[Opening Input records section]

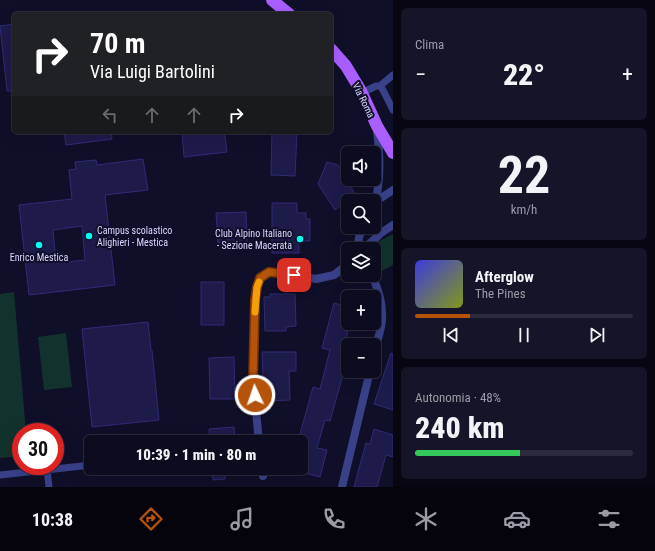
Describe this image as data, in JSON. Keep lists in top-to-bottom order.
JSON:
{
  "streets": {
    "main road": ["Via Roma"]
  },
  "places": ["Campus scolastico Alighieri - Mestica", "Club Alpino Italiano - Sezione Macerata", "Enrico Mestica"],
  "page": {
    "tile": [
      "Clima",
      ["22", "km/h"],
      ["Autonomia · 48%", "240 km"]
    ],
    "turn": ["70 m", "Via Luigi Bartolini"],
    "heat": ["−", "22°", "+"],
    "map_buttons": ["+", "−"],
    "song": ["Afterglow", "The Pines"],
    "limit": "30",
    "trip": "10:39 · 1 min · 80 m",
    "tabs": "10:38"
  }
}
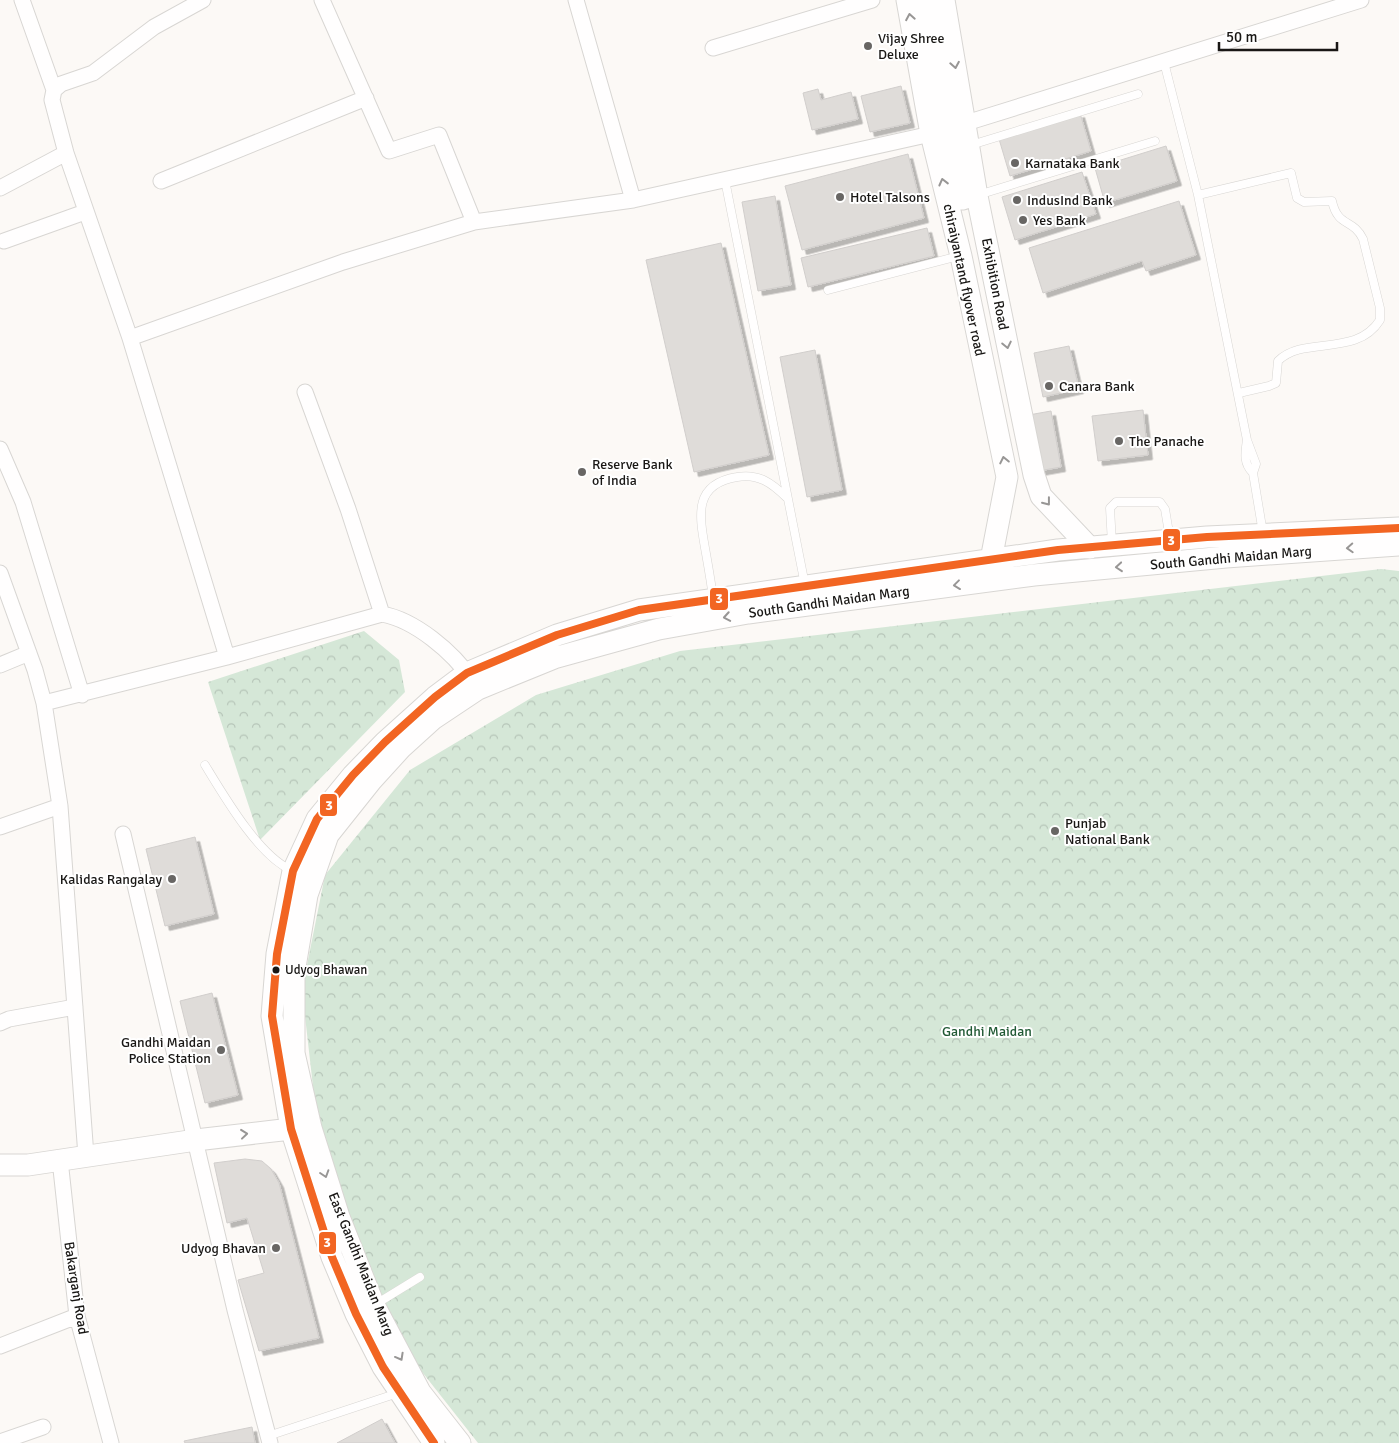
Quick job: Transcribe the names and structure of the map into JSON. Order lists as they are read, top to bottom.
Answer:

[Closing Input records section]

▶ _What you have to do_: Scan the listing for the string "bottom" and copy every line that carries it.

▶ _Task output_:
Describe this image as data, in JSON. Keep lists in top-to-bottom order.
Quick job: Transcribe the names and structure of the map into JSON. Order lists as they are read, top to bottom.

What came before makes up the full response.